To do: Output all of the data below exactly as given.
--- Given information Enclosed Below ---
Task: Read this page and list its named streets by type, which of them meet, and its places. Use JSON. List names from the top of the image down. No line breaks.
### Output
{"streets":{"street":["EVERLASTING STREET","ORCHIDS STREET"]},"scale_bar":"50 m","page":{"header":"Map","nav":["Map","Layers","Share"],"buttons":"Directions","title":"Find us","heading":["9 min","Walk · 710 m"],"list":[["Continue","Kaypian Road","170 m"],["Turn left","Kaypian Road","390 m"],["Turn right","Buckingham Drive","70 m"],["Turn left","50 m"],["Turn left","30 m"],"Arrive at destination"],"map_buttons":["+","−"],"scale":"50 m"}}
--- End of Enclosed Given information ---
Exercise solution:
Task: Read this page and list its named streets by type, which of them meet, and its places. Use JSON. List names from the top of the image down. No line breaks.
### Output
{"streets":{"street":["EVERLASTING STREET","ORCHIDS STREET"]},"scale_bar":"50 m","page":{"header":"Map","nav":["Map","Layers","Share"],"buttons":"Directions","title":"Find us","heading":["9 min","Walk · 710 m"],"list":[["Continue","Kaypian Road","170 m"],["Turn left","Kaypian Road","390 m"],["Turn right","Buckingham Drive","70 m"],["Turn left","50 m"],["Turn left","30 m"],"Arrive at destination"],"map_buttons":["+","−"],"scale":"50 m"}}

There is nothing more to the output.